Task directions:
Leave the images out, and copy each of the records below exactly.

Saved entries
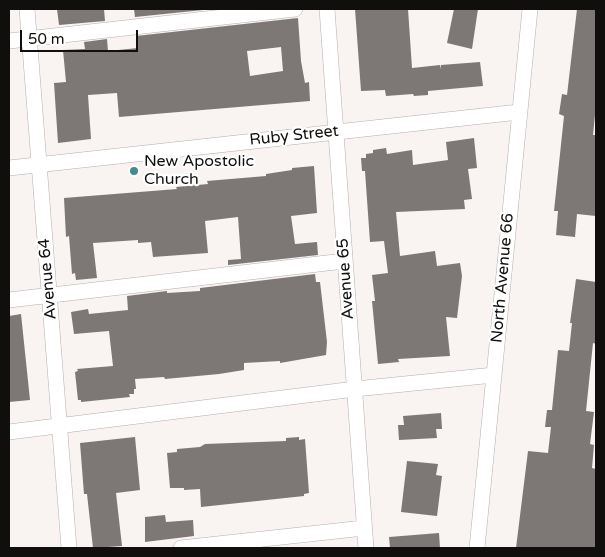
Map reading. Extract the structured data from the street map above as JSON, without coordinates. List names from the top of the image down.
{
  "streets": {
    "street": [
      "Ruby Street",
      "North Avenue 66",
      "Avenue 64",
      "Avenue 65"
    ]
  },
  "crossings": [
    ["Ruby Street", "North Avenue 66"],
    ["Ruby Street", "Avenue 64"],
    ["Ruby Street", "Avenue 65"]
  ],
  "places": ["New Apostolic Church"],
  "scale_bar": "50 m"
}
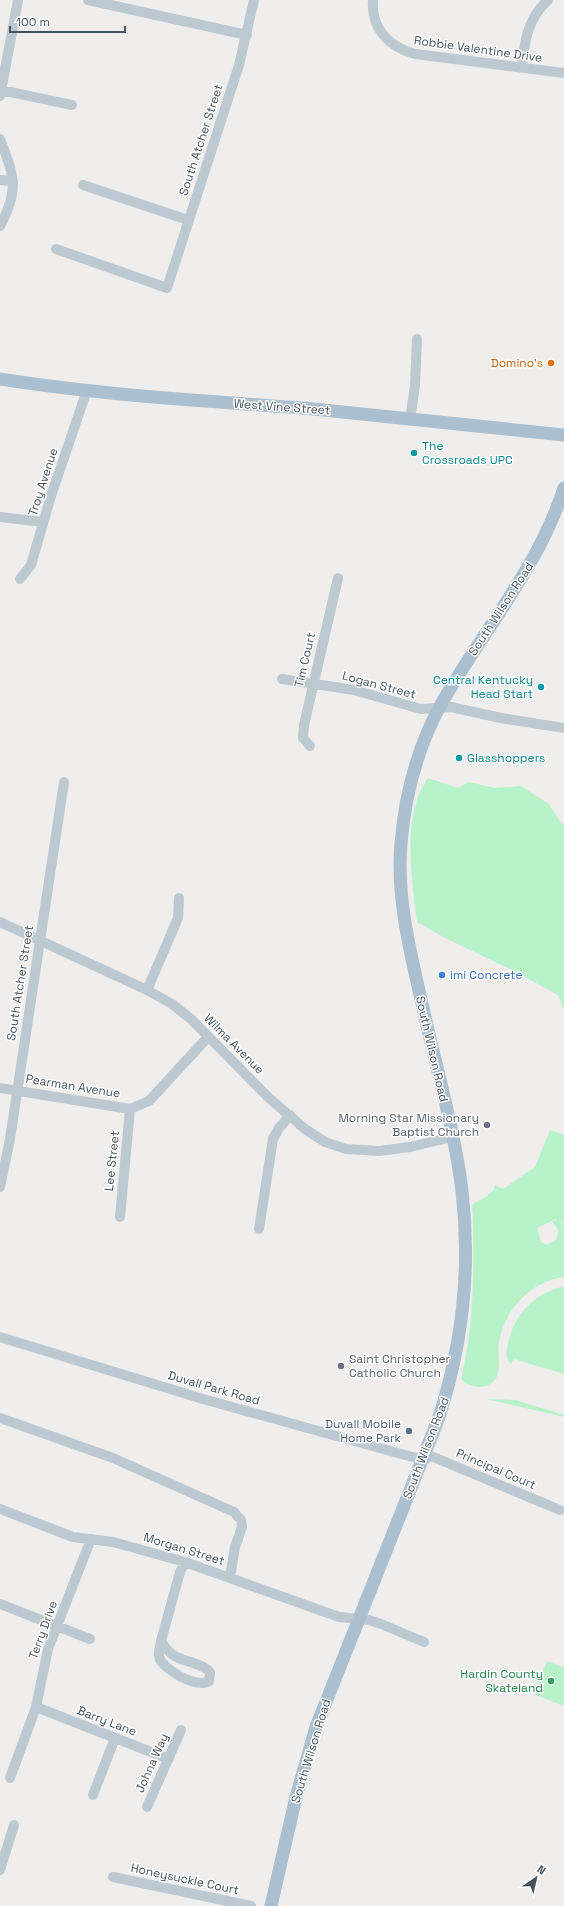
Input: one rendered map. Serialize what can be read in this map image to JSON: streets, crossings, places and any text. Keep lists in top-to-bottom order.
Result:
{
  "streets": {
    "main road": ["West Vine Street", "South Wilson Road"],
    "street": [
      "Robbie Valentine Drive",
      "South Atcher Street",
      "Troy Avenue",
      "Tim Court",
      "Logan Street",
      "Wilma Avenue",
      "Pearman Avenue",
      "Lee Street",
      "Duvall Park Road",
      "Principal Court",
      "Morgan Street",
      "Terry Drive",
      "Barry Lane",
      "Johna Way",
      "Honeysuckle Court"
    ]
  },
  "crossings": [
    ["South Atcher Street", "Wilma Avenue"],
    ["South Atcher Street", "Pearman Avenue"],
    ["West Vine Street", "Troy Avenue"],
    ["South Wilson Road", "Logan Street"],
    ["South Wilson Road", "Wilma Avenue"],
    ["South Wilson Road", "Duvall Park Road"],
    ["South Wilson Road", "Principal Court"],
    ["South Wilson Road", "Morgan Street"],
    ["Tim Court", "Logan Street"],
    ["Wilma Avenue", "Pearman Avenue"],
    ["Pearman Avenue", "Lee Street"],
    ["Duvall Park Road", "Principal Court"],
    ["Morgan Street", "Terry Drive"],
    ["Terry Drive", "Barry Lane"],
    ["Barry Lane", "Johna Way"]
  ],
  "places": [
    "Domino's",
    "The Crossroads UPC",
    "Central Kentucky Head Start",
    "Glasshoppers",
    "imi Concrete",
    "Morning Star Missionary Baptist Church",
    "Saint Christopher Catholic Church",
    "Duvall Mobile Home Park",
    "Hardin County Skateland"
  ],
  "scale_bar": "100 m",
  "north": "top right"
}
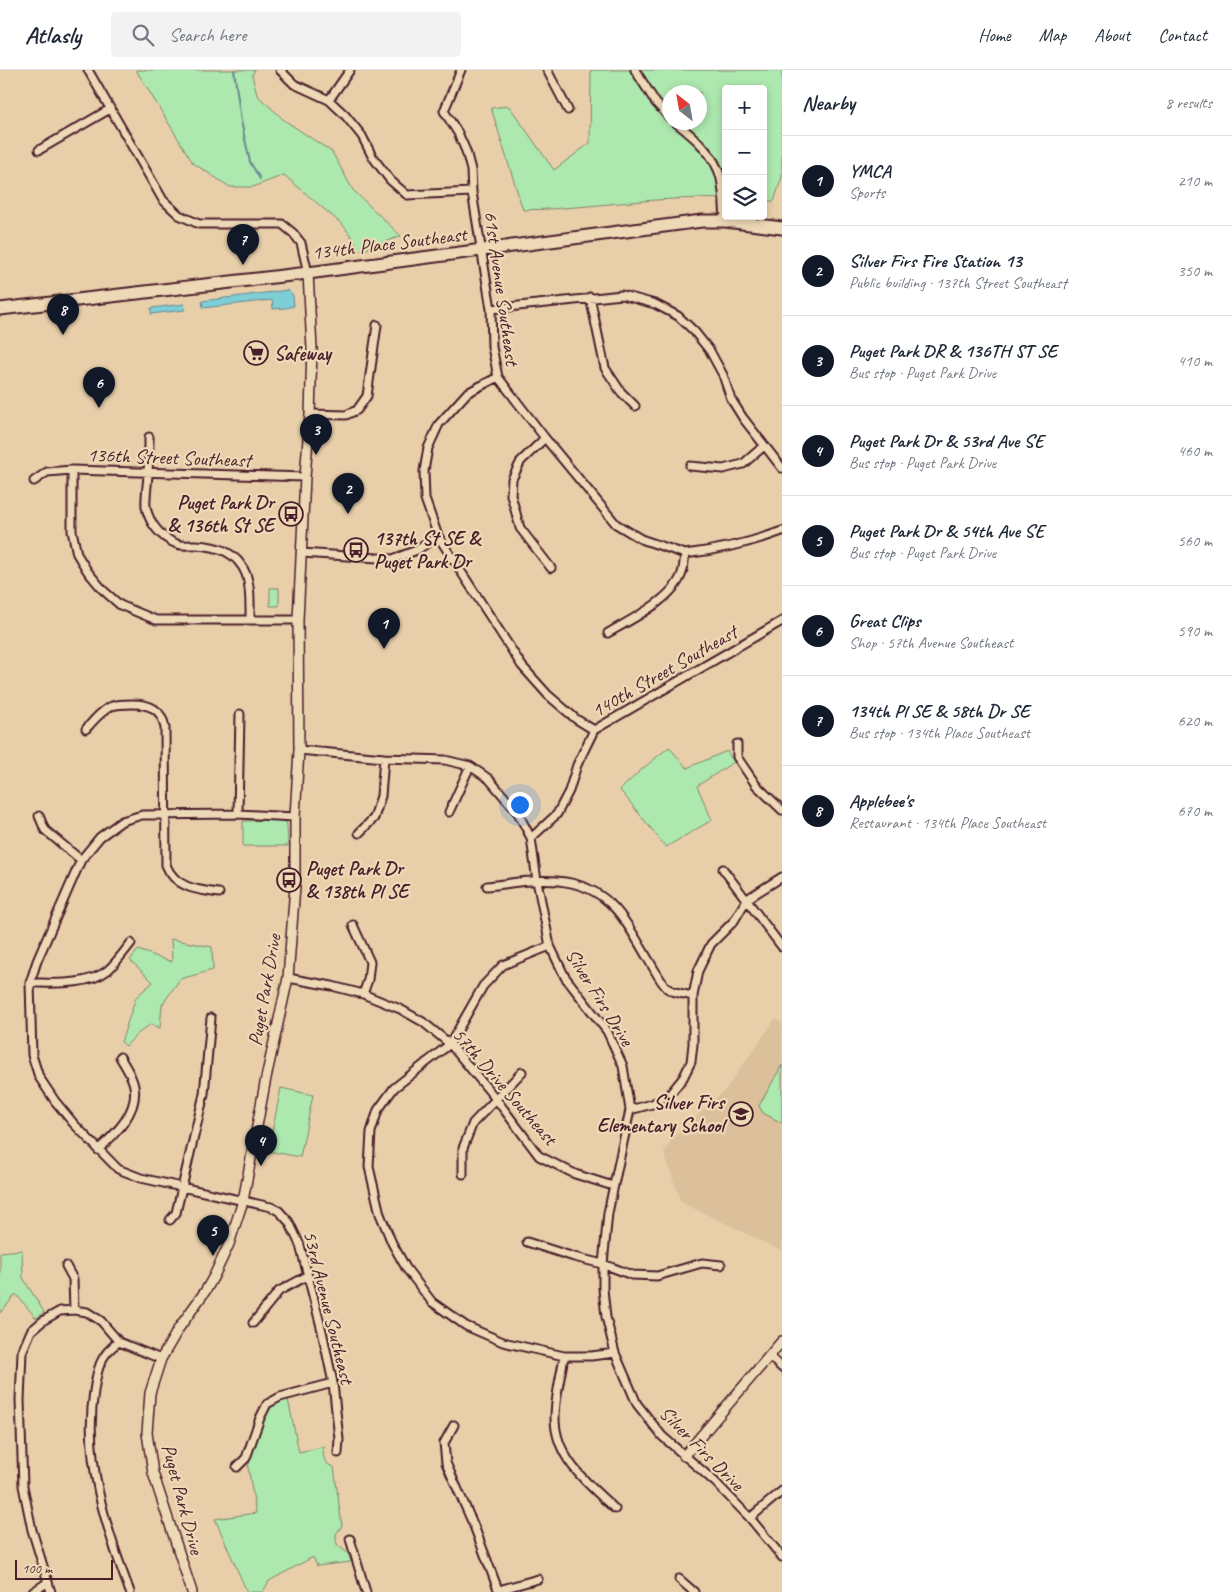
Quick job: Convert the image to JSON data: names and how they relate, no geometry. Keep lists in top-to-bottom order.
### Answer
{
  "streets": {
    "main road": ["134th Place Southeast"],
    "street": [
      "61st Avenue Southeast",
      "136th Street Southeast",
      "140th Street Southeast",
      "Puget Park Drive",
      "Silver Firs Drive",
      "57th Drive Southeast",
      "53rd Avenue Southeast"
    ]
  },
  "crossings": [
    ["134th Place Southeast", "61st Avenue Southeast"],
    ["134th Place Southeast", "Puget Park Drive"],
    ["136th Street Southeast", "Puget Park Drive"],
    ["140th Street Southeast", "Silver Firs Drive"],
    ["Puget Park Drive", "Silver Firs Drive"],
    ["Puget Park Drive", "57th Drive Southeast"],
    ["Puget Park Drive", "53rd Avenue Southeast"],
    ["Silver Firs Drive", "57th Drive Southeast"]
  ],
  "places": {
    "supermarket": ["Safeway"],
    "bus stop": ["Puget Park Dr & 136th St SE", "137th St SE & Puget Park Dr", "Puget Park Dr & 138th Pl SE"],
    "school or university": ["Silver Firs Elementary School"]
  },
  "scale_bar": "100 m",
  "north": "top left",
  "page": {
    "header": "Atlasly",
    "search": "Search here",
    "nav": [
      "Home",
      "Map",
      "About",
      "Contact"
    ],
    "heading": ["Nearby", "8 results"],
    "map_buttons": ["+", "−"],
    "list": [
      {
        "mark": "1",
        "name": "YMCA",
        "note": "Sports",
        "value": "210 m"
      },
      {
        "mark": "2",
        "name": "Silver Firs Fire Station 13",
        "note": "Public building · 137th Street Southeast",
        "value": "350 m"
      },
      {
        "mark": "3",
        "name": "Puget Park DR & 136TH ST SE",
        "note": "Bus stop · Puget Park Drive",
        "value": "410 m"
      },
      {
        "mark": "4",
        "name": "Puget Park Dr & 53rd Ave SE",
        "note": "Bus stop · Puget Park Drive",
        "value": "460 m"
      },
      {
        "mark": "5",
        "name": "Puget Park Dr & 54th Ave SE",
        "note": "Bus stop · Puget Park Drive",
        "value": "560 m"
      },
      {
        "mark": "6",
        "name": "Great Clips",
        "note": "Shop · 57th Avenue Southeast",
        "value": "590 m"
      },
      {
        "mark": "7",
        "name": "134th Pl SE & 58th Dr SE",
        "note": "Bus stop · 134th Place Southeast",
        "value": "620 m"
      },
      {
        "mark": "8",
        "name": "Applebee's",
        "note": "Restaurant · 134th Place Southeast",
        "value": "670 m"
      }
    ],
    "pins": [
      "7",
      "8",
      "6",
      "3",
      "2",
      "1",
      "4",
      "5"
    ],
    "scale": "100 m"
  }
}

Solution to this problem:
Map reading. Extract the structured data from the street map above as JSON, without coordinates. List names from the top of the image down.
{
  "streets": {
    "street": [
      "Ruby Street",
      "North Avenue 66",
      "Avenue 64",
      "Avenue 65"
    ]
  },
  "crossings": [
    ["Ruby Street", "North Avenue 66"],
    ["Ruby Street", "Avenue 64"],
    ["Ruby Street", "Avenue 65"]
  ],
  "places": ["New Apostolic Church"],
  "scale_bar": "50 m"
}
Input: one rendered map. Serialize what can be read in this map image to JSON: streets, crossings, places and any text. Keep lists in top-to-bottom order.
Result:
{
  "streets": {
    "main road": ["West Vine Street", "South Wilson Road"],
    "street": [
      "Robbie Valentine Drive",
      "South Atcher Street",
      "Troy Avenue",
      "Tim Court",
      "Logan Street",
      "Wilma Avenue",
      "Pearman Avenue",
      "Lee Street",
      "Duvall Park Road",
      "Principal Court",
      "Morgan Street",
      "Terry Drive",
      "Barry Lane",
      "Johna Way",
      "Honeysuckle Court"
    ]
  },
  "crossings": [
    ["South Atcher Street", "Wilma Avenue"],
    ["South Atcher Street", "Pearman Avenue"],
    ["West Vine Street", "Troy Avenue"],
    ["South Wilson Road", "Logan Street"],
    ["South Wilson Road", "Wilma Avenue"],
    ["South Wilson Road", "Duvall Park Road"],
    ["South Wilson Road", "Principal Court"],
    ["South Wilson Road", "Morgan Street"],
    ["Tim Court", "Logan Street"],
    ["Wilma Avenue", "Pearman Avenue"],
    ["Pearman Avenue", "Lee Street"],
    ["Duvall Park Road", "Principal Court"],
    ["Morgan Street", "Terry Drive"],
    ["Terry Drive", "Barry Lane"],
    ["Barry Lane", "Johna Way"]
  ],
  "places": [
    "Domino's",
    "The Crossroads UPC",
    "Central Kentucky Head Start",
    "Glasshoppers",
    "imi Concrete",
    "Morning Star Missionary Baptist Church",
    "Saint Christopher Catholic Church",
    "Duvall Mobile Home Park",
    "Hardin County Skateland"
  ],
  "scale_bar": "100 m",
  "north": "top right"
}
Quick job: Convert the image to JSON data: names and how they relate, no geometry. Keep lists in top-to-bottom order.
### Answer
{
  "streets": {
    "main road": ["134th Place Southeast"],
    "street": [
      "61st Avenue Southeast",
      "136th Street Southeast",
      "140th Street Southeast",
      "Puget Park Drive",
      "Silver Firs Drive",
      "57th Drive Southeast",
      "53rd Avenue Southeast"
    ]
  },
  "crossings": [
    ["134th Place Southeast", "61st Avenue Southeast"],
    ["134th Place Southeast", "Puget Park Drive"],
    ["136th Street Southeast", "Puget Park Drive"],
    ["140th Street Southeast", "Silver Firs Drive"],
    ["Puget Park Drive", "Silver Firs Drive"],
    ["Puget Park Drive", "57th Drive Southeast"],
    ["Puget Park Drive", "53rd Avenue Southeast"],
    ["Silver Firs Drive", "57th Drive Southeast"]
  ],
  "places": {
    "supermarket": ["Safeway"],
    "bus stop": ["Puget Park Dr & 136th St SE", "137th St SE & Puget Park Dr", "Puget Park Dr & 138th Pl SE"],
    "school or university": ["Silver Firs Elementary School"]
  },
  "scale_bar": "100 m",
  "north": "top left",
  "page": {
    "header": "Atlasly",
    "search": "Search here",
    "nav": [
      "Home",
      "Map",
      "About",
      "Contact"
    ],
    "heading": ["Nearby", "8 results"],
    "map_buttons": ["+", "−"],
    "list": [
      {
        "mark": "1",
        "name": "YMCA",
        "note": "Sports",
        "value": "210 m"
      },
      {
        "mark": "2",
        "name": "Silver Firs Fire Station 13",
        "note": "Public building · 137th Street Southeast",
        "value": "350 m"
      },
      {
        "mark": "3",
        "name": "Puget Park DR & 136TH ST SE",
        "note": "Bus stop · Puget Park Drive",
        "value": "410 m"
      },
      {
        "mark": "4",
        "name": "Puget Park Dr & 53rd Ave SE",
        "note": "Bus stop · Puget Park Drive",
        "value": "460 m"
      },
      {
        "mark": "5",
        "name": "Puget Park Dr & 54th Ave SE",
        "note": "Bus stop · Puget Park Drive",
        "value": "560 m"
      },
      {
        "mark": "6",
        "name": "Great Clips",
        "note": "Shop · 57th Avenue Southeast",
        "value": "590 m"
      },
      {
        "mark": "7",
        "name": "134th Pl SE & 58th Dr SE",
        "note": "Bus stop · 134th Place Southeast",
        "value": "620 m"
      },
      {
        "mark": "8",
        "name": "Applebee's",
        "note": "Restaurant · 134th Place Southeast",
        "value": "670 m"
      }
    ],
    "pins": [
      "7",
      "8",
      "6",
      "3",
      "2",
      "1",
      "4",
      "5"
    ],
    "scale": "100 m"
  }
}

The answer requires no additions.